* [WHAT IS REQUIRED]:
Lines to return, exactly: from the line with "filter:drop-shadow(2px 0 #b4b0b8)" to the line with "translate:-50% -50%; white-space:nowrap;" in the entries below, both included.
*** INFORMATION GIVEN ***
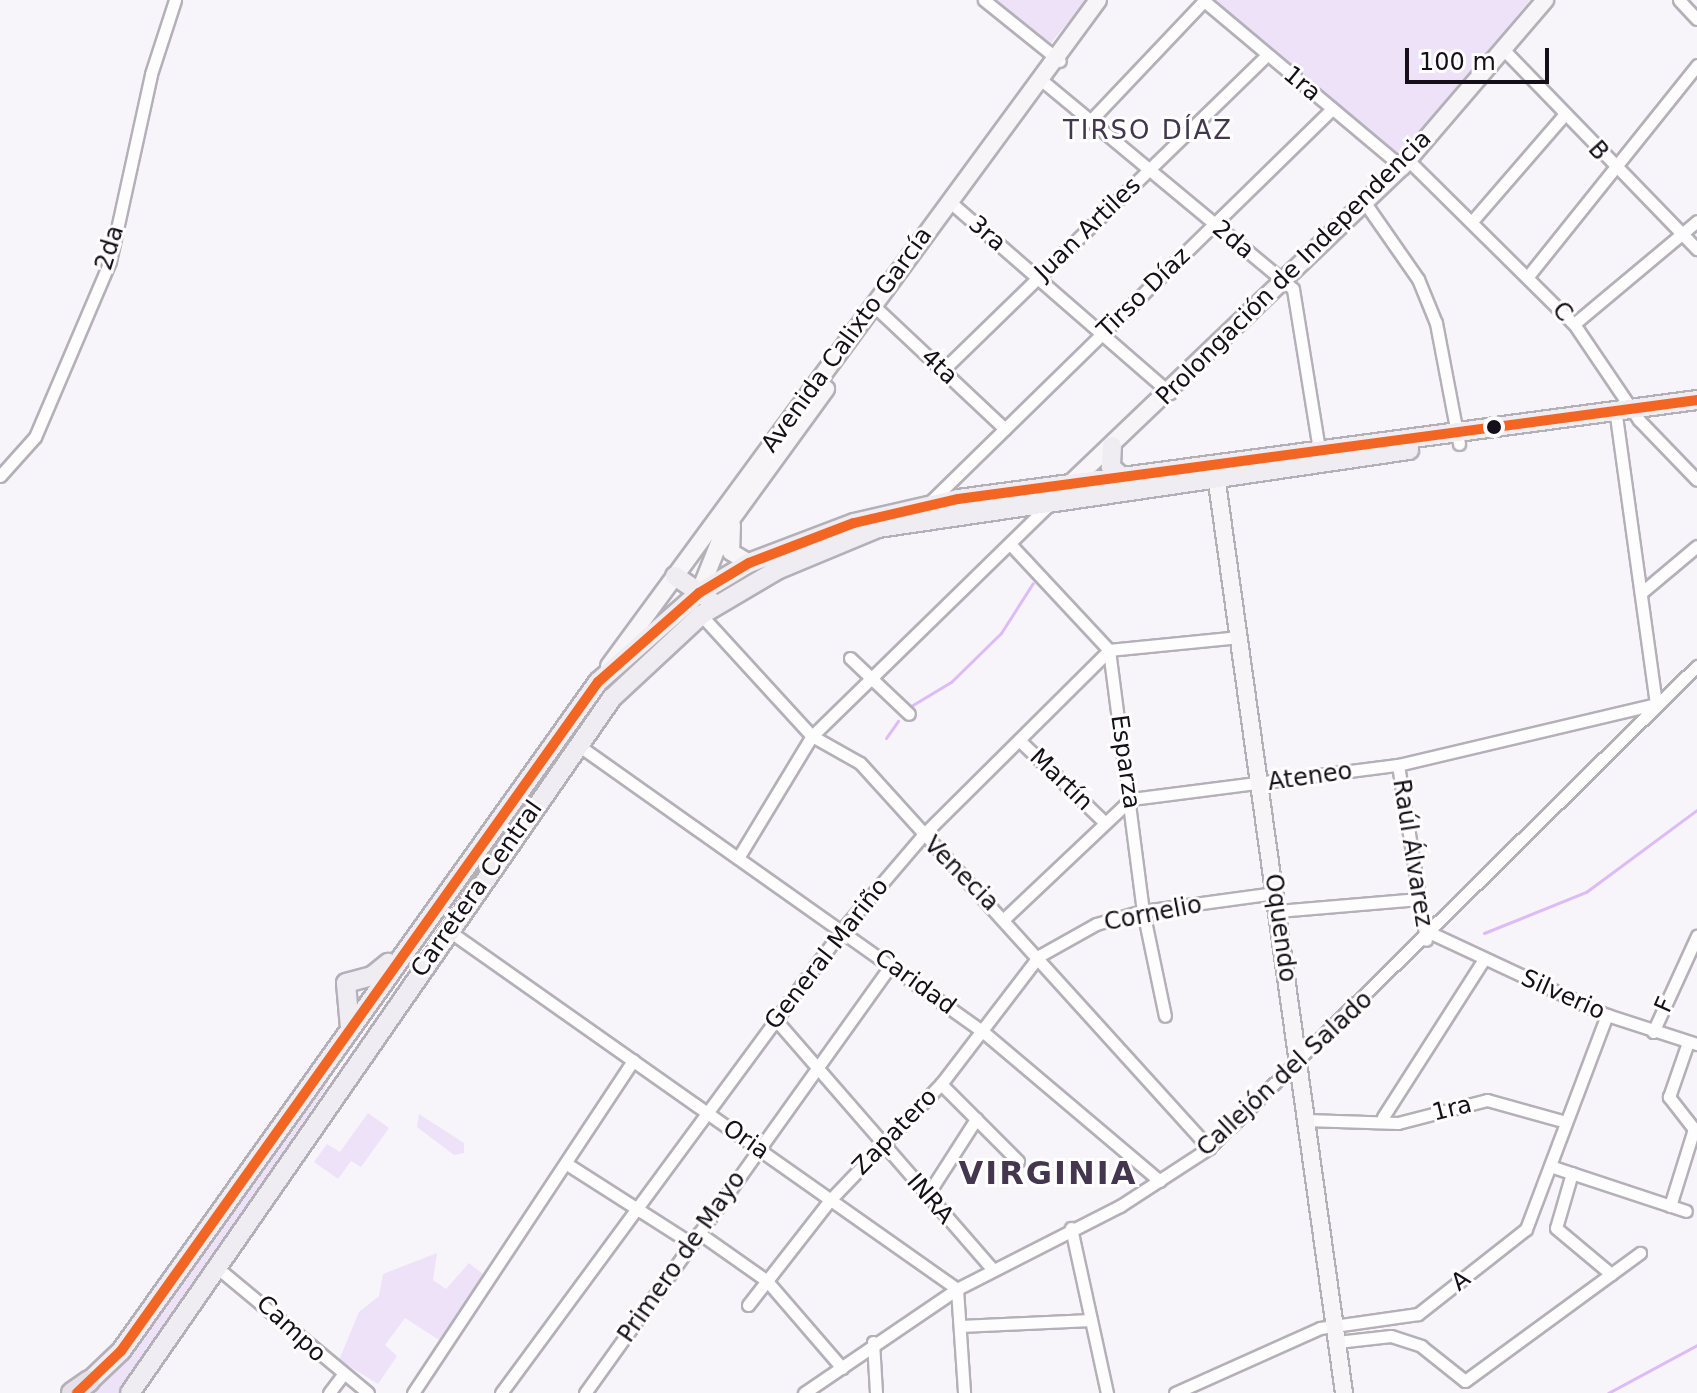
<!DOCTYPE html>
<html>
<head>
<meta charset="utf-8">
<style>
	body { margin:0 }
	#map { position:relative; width:1697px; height:1393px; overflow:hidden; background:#f7f4fa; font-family:"DejaVu Sans",sans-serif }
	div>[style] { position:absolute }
	.green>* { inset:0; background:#eee2f8 }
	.stream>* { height:3px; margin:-1.5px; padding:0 1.5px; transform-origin:1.5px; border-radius:1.5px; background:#dcbbf7 }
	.roads { filter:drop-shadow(2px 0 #b4b0b8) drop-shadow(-2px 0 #b4b0b8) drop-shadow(0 2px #b4b0b8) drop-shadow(0 -2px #b4b0b8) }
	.street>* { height:11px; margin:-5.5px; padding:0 5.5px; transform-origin:5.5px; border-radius:5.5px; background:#fefdfe }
	.secondary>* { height:16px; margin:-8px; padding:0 8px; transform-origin:8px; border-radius:8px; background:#f7f5f8 }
	.primary>* { height:18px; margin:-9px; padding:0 9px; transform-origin:9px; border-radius:9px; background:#efecf2 }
	.highway>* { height:20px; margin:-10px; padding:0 10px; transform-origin:10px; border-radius:10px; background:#e5e0e9 }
	.bus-1>* { height:10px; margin:-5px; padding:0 5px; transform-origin:5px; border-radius:5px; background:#f26522 }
	.dots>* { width:22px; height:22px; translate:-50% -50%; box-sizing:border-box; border:4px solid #fff; border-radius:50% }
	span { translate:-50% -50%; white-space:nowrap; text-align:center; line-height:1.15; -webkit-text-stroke:6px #fff; paint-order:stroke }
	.street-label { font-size:24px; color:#140f19 }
	.neighbourhood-label { font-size:26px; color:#43364e; letter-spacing:2px }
	.district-label { font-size:32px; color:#43364e; font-weight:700; letter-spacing:2px }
	.scale { position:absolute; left:1405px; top:48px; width:144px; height:36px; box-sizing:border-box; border:4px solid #140f19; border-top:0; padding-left:10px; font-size:24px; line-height:28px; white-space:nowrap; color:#140f19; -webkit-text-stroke:6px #fff; paint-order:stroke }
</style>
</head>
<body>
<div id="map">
	<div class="green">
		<div style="clip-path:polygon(993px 0,1087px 0,1049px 45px)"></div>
		<div style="clip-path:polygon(1214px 0,1530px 0,1399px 158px)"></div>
		<div style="clip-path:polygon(684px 616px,614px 685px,495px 850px,509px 817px,574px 725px)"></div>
		<div style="clip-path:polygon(339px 1058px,323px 1093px,119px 1393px,92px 1393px,125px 1362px)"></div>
		<div style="clip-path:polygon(368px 1113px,389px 1128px,361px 1167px,351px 1161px,338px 1179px,314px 1162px,327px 1144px,340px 1152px)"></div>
		<div style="clip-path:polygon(419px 1114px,464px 1143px,464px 1153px,454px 1155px,417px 1127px)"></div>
		<div style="clip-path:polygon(437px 1253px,433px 1280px,446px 1289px,469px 1263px,484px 1275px,439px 1340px,405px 1318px,385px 1345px,397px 1356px,378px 1384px,339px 1360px,359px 1312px,379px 1296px,383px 1274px)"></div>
	</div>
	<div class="stream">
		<div style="left:911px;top:706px;width:47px;rotate:-31deg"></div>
		<div style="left:951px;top:682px;width:70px;rotate:-44.4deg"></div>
		<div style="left:1001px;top:633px;width:59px;rotate:-57.4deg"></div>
		<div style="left:886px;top:738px;width:21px;rotate:-55deg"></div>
		<div style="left:1484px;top:933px;width:110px;rotate:-21.9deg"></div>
		<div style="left:1586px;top:892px;width:138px;rotate:-36.5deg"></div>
		<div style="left:1608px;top:1393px;width:101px;rotate:-28.3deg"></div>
	</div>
	<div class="roads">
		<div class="street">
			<div style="left:984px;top:0;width:97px;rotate:38.8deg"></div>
			<div style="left:1203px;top:0;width:260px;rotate:40deg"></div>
			<div style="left:1679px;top:0;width:26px;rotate:47deg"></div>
			<div style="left:1503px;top:49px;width:279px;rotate:45.9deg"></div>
			<div style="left:1039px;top:78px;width:330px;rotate:39.7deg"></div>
			<div style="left:1293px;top:289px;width:169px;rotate:80.8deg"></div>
			<div style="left:1091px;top:120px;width:164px;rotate:-46.5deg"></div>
			<div style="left:1408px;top:160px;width:233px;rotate:44.7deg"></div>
			<div style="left:1574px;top:324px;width:116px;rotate:55.9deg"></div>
			<div style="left:1639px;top:420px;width:83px;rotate:46deg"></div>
			<div style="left:949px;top:201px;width:293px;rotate:41deg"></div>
			<div style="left:1365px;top:203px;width:93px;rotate:55.1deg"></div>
			<div style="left:1418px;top:279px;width:48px;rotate:67.8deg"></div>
			<div style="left:1436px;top:323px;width:123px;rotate:79.2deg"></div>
			<div style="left:1474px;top:219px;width:139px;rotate:-49.1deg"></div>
			<div style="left:1529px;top:275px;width:269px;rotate:-51.3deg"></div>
			<div style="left:873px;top:305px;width:181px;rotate:43.2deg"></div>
			<div style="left:1574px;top:324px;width:160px;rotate:-39.9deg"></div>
			<div style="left:943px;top:370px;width:452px;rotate:-44.2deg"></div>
			<div style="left:0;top:476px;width:52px;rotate:-48.1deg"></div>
			<div style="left:35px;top:437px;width:191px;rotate:-66.9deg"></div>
			<div style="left:110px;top:261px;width:191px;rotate:-77.6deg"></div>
			<div style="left:151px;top:74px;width:78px;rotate:-72deg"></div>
			<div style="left:927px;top:505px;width:566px;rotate:-44.36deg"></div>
			<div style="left:1011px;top:545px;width:144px;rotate:47deg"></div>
			<div style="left:1109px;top:650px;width:263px;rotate:82.6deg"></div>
			<div style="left:1143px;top:911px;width:107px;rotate:78.2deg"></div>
			<div style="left:1641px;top:593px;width:73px;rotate:-40deg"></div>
			<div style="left:701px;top:615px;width:164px;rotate:47.5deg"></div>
			<div style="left:812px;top:736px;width:55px;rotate:29.4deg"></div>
			<div style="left:860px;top:763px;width:520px;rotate:47.81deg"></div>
			<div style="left:850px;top:658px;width:81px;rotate:43.5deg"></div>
			<div style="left:1019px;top:740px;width:115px;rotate:43.9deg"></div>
			<div style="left:578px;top:745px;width:494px;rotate:35.3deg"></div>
			<div style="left:981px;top:1030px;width:234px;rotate:40.2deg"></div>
			<div style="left:1398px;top:765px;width:177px;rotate:80.9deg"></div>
			<div style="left:738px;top:858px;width:143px;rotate:-58.8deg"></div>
			<div style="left:812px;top:736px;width:332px;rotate:-44.3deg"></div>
			<div style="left:1277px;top:911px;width:143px;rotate:-4.8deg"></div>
			<div style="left:1005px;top:918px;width:173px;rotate:-43.4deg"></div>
			<div style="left:1131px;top:799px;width:269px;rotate:-7.3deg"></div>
			<div style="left:1398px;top:765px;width:265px;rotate:-13.3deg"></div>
			<div style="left:1656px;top:704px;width:297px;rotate:-97.9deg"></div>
			<div style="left:449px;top:931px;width:621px;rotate:35.17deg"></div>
			<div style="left:957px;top:1289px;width:104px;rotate:86.1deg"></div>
			<div style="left:1433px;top:934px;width:192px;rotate:25deg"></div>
			<div style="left:1607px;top:1015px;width:95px;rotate:17.9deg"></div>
			<div style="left:775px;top:1019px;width:331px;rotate:49deg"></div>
			<div style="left:1653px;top:1032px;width:106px;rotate:-65.4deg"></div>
			<div style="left:941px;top:1084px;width:109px;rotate:45deg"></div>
			<div style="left:1383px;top:1117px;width:188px;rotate:-57.4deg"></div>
			<div style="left:1306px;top:1120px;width:92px;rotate:1.9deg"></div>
			<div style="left:1398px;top:1123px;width:92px;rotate:-14.5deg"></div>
			<div style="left:1487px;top:1100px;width:82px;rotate:15.6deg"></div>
			<div style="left:567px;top:1164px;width:148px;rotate:32.6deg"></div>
			<div style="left:1550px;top:1166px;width:143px;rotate:18.3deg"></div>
			<div style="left:1572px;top:1173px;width:57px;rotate:106.2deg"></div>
			<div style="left:1556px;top:1228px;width:72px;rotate:39.9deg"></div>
			<div style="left:926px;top:1197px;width:93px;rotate:-57.3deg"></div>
			<div style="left:1670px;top:1206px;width:81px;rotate:-72.7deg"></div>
			<div style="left:1694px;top:1129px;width:41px;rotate:-128deg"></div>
			<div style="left:1669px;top:1097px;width:58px;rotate:-70.9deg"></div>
			<div style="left:1071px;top:1228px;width:169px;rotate:77.7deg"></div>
			<div style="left:699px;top:1233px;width:83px;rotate:35.2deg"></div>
			<div style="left:767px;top:1281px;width:115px;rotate:49.2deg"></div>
			<div style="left:214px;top:1265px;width:200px;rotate:39.7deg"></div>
			<div style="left:748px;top:1305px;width:133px;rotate:-52deg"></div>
			<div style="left:830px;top:1200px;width:161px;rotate:-46.3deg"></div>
			<div style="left:941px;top:1084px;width:161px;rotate:-52.6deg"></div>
			<div style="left:1039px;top:956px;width:65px;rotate:-29.3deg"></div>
			<div style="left:1096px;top:924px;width:49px;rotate:-15.5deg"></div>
			<div style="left:1143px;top:911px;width:133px;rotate:-7.8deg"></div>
			<div style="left:960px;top:1326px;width:131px;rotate:-2.6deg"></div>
			<div style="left:873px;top:1342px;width:51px;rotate:86.6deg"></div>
			<div style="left:1337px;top:1342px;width:54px;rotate:-6.3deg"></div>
			<div style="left:1391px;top:1336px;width:32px;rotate:18deg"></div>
			<div style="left:1421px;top:1346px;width:56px;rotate:38.5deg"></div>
			<div style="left:1465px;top:1381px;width:217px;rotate:-36.2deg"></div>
			<div style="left:329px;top:1393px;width:21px;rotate:-53deg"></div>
			<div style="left:413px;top:1393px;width:399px;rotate:-56.5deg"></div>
			<div style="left:501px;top:1393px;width:575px;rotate:-53.63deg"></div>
			<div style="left:842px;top:930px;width:125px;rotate:-49.5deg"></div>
			<div style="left:923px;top:835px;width:262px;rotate:-44.8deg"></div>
			<div style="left:1109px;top:650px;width:131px;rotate:-5.7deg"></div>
			<div style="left:585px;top:1393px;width:526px;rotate:-54.44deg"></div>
			<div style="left:804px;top:1393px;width:185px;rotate:-34.2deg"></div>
			<div style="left:957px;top:1289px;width:183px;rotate:-27deg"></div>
			<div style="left:1120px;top:1206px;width:106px;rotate:-33.1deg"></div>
			<div style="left:1209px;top:1148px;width:686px;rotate:-44.65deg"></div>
			<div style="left:1175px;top:1393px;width:159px;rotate:-24.1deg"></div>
			<div style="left:1320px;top:1328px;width:99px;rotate:-8.1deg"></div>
			<div style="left:1418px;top:1314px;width:137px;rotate:-38.2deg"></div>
			<div style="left:1526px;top:1229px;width:229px;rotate:-69.3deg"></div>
		</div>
		<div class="secondary">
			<div style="left:1215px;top:468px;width:934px;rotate:82.06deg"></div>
			<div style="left:1071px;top:483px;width:458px;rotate:-43.7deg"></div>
			<div style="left:1402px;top:167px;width:220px;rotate:-49.4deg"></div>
			<div style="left:732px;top:525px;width:27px;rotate:92deg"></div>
			<div style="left:731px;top:552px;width:21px;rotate:31deg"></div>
			<div style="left:699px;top:593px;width:70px;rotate:-68.2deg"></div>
			<div style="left:725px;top:528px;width:172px;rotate:-54deg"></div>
			<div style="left:609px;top:666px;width:826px;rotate:-53.71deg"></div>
		</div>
		<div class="primary">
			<div style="left:1112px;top:446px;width:21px;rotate:93deg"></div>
			<div style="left:1111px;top:467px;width:22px;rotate:43deg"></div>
			<div style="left:675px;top:576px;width:41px;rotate:34.1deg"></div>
			<div style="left:350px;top:1028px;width:45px;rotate:-95.1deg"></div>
			<div style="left:346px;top:983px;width:27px;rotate:-15deg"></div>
			<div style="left:372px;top:976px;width:21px;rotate:-39deg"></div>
			<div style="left:79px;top:1391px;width:58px;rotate:-43.6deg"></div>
			<div style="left:121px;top:1351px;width:822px;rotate:-54.51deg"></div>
			<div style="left:598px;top:682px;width:135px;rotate:-41.4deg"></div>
			<div style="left:699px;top:593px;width:58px;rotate:-31deg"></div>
			<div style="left:749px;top:563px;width:112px;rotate:-20.9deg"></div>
			<div style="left:854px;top:523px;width:107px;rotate:-13deg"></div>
			<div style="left:958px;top:499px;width:746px;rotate:-7.63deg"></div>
			<div style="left:130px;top:1393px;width:846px;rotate:-55.26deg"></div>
			<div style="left:612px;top:698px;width:122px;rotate:-43deg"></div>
			<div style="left:701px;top:615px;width:88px;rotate:-30.6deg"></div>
			<div style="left:777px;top:570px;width:109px;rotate:-22.6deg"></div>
			<div style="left:878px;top:528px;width:537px;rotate:-8.36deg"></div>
		</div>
		<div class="highway">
			<div style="left:72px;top:1393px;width:21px;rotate:-35deg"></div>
		</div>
	</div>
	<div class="bus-1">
		<div style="left:77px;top:1393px;width:61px;rotate:-43.7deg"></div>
		<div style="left:121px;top:1351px;width:822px;rotate:-54.51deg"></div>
		<div style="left:598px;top:682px;width:135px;rotate:-41.4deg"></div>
		<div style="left:699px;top:593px;width:58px;rotate:-31deg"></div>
		<div style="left:749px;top:563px;width:112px;rotate:-20.9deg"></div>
		<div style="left:854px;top:523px;width:107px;rotate:-13deg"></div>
		<div style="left:958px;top:499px;width:746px;rotate:-7.63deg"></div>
	</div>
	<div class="dots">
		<div style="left:1494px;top:427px;background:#140f19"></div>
	</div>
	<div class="street-label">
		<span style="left:1302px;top:84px;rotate:40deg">1ra</span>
		<span style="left:1598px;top:151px;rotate:48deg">B</span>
		<span style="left:1088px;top:229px;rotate:-44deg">Juan Artiles</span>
		<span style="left:987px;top:234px;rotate:41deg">3ra</span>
		<span style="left:1233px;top:240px;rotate:40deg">2da</span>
		<span style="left:110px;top:248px;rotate:-73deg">2da</span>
		<span style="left:1294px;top:268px;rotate:-45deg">Prolongación de Independencia</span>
		<span style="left:1144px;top:293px;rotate:-44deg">Tirso Díaz</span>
		<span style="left:1562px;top:312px;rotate:48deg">C</span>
		<span style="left:847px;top:340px;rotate:-54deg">Avenida Calixto García</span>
		<span style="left:939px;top:367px;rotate:43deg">4ta</span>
		<span style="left:1125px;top:762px;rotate:82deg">Esparza</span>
		<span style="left:1310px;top:777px;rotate:-8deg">Ateneo</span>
		<span style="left:1061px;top:780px;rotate:44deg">Martín</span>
		<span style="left:1412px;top:853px;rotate:81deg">Raúl Álvarez</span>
		<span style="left:961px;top:874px;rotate:45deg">Venecia</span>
		<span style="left:477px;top:889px;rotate:-55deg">Carretera Central</span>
		<span style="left:1153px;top:914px;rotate:-11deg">Cornelio</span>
		<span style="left:1280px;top:928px;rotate:82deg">Oquendo</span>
		<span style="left:827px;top:954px;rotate:-52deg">General Mariño</span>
		<span style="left:915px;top:982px;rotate:36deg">Caridad</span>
		<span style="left:1563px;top:995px;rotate:24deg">Silverio</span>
		<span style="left:1665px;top:1005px;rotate:-66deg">F</span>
		<span style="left:1285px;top:1074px;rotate:-43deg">Callejón del Salado</span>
		<span style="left:1452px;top:1109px;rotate:-14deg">1ra</span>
		<span style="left:895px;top:1132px;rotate:-46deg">Zapatero</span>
		<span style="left:746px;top:1140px;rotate:35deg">Oria</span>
		<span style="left:930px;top:1199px;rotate:49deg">INRA</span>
		<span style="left:682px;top:1257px;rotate:-55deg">Primero de Mayo</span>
		<span style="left:1461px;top:1281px;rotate:-38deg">A</span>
		<span style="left:291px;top:1329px;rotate:43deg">Campo</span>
	</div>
	<div class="neighbourhood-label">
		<span style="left:1148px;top:131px">TIRSO DÍAZ</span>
	</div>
	<div class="district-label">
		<span style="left:1048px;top:1173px">VIRGINIA</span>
	</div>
	<div class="scale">100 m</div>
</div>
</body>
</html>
*** End of INFORMATION GIVEN ***
* [THE ANSWER]:
	.roads { filter:drop-shadow(2px 0 #b4b0b8) drop-shadow(-2px 0 #b4b0b8) drop-shadow(0 2px #b4b0b8) drop-shadow(0 -2px #b4b0b8) }
	.street>* { height:11px; margin:-5.5px; padding:0 5.5px; transform-origin:5.5px; border-radius:5.5px; background:#fefdfe }
	.secondary>* { height:16px; margin:-8px; padding:0 8px; transform-origin:8px; border-radius:8px; background:#f7f5f8 }
	.primary>* { height:18px; margin:-9px; padding:0 9px; transform-origin:9px; border-radius:9px; background:#efecf2 }
	.highway>* { height:20px; margin:-10px; padding:0 10px; transform-origin:10px; border-radius:10px; background:#e5e0e9 }
	.bus-1>* { height:10px; margin:-5px; padding:0 5px; transform-origin:5px; border-radius:5px; background:#f26522 }
	.dots>* { width:22px; height:22px; translate:-50% -50%; box-sizing:border-box; border:4px solid #fff; border-radius:50% }
	span { translate:-50% -50%; white-space:nowrap; text-align:center; line-height:1.15; -webkit-text-stroke:6px #fff; paint-order:stroke }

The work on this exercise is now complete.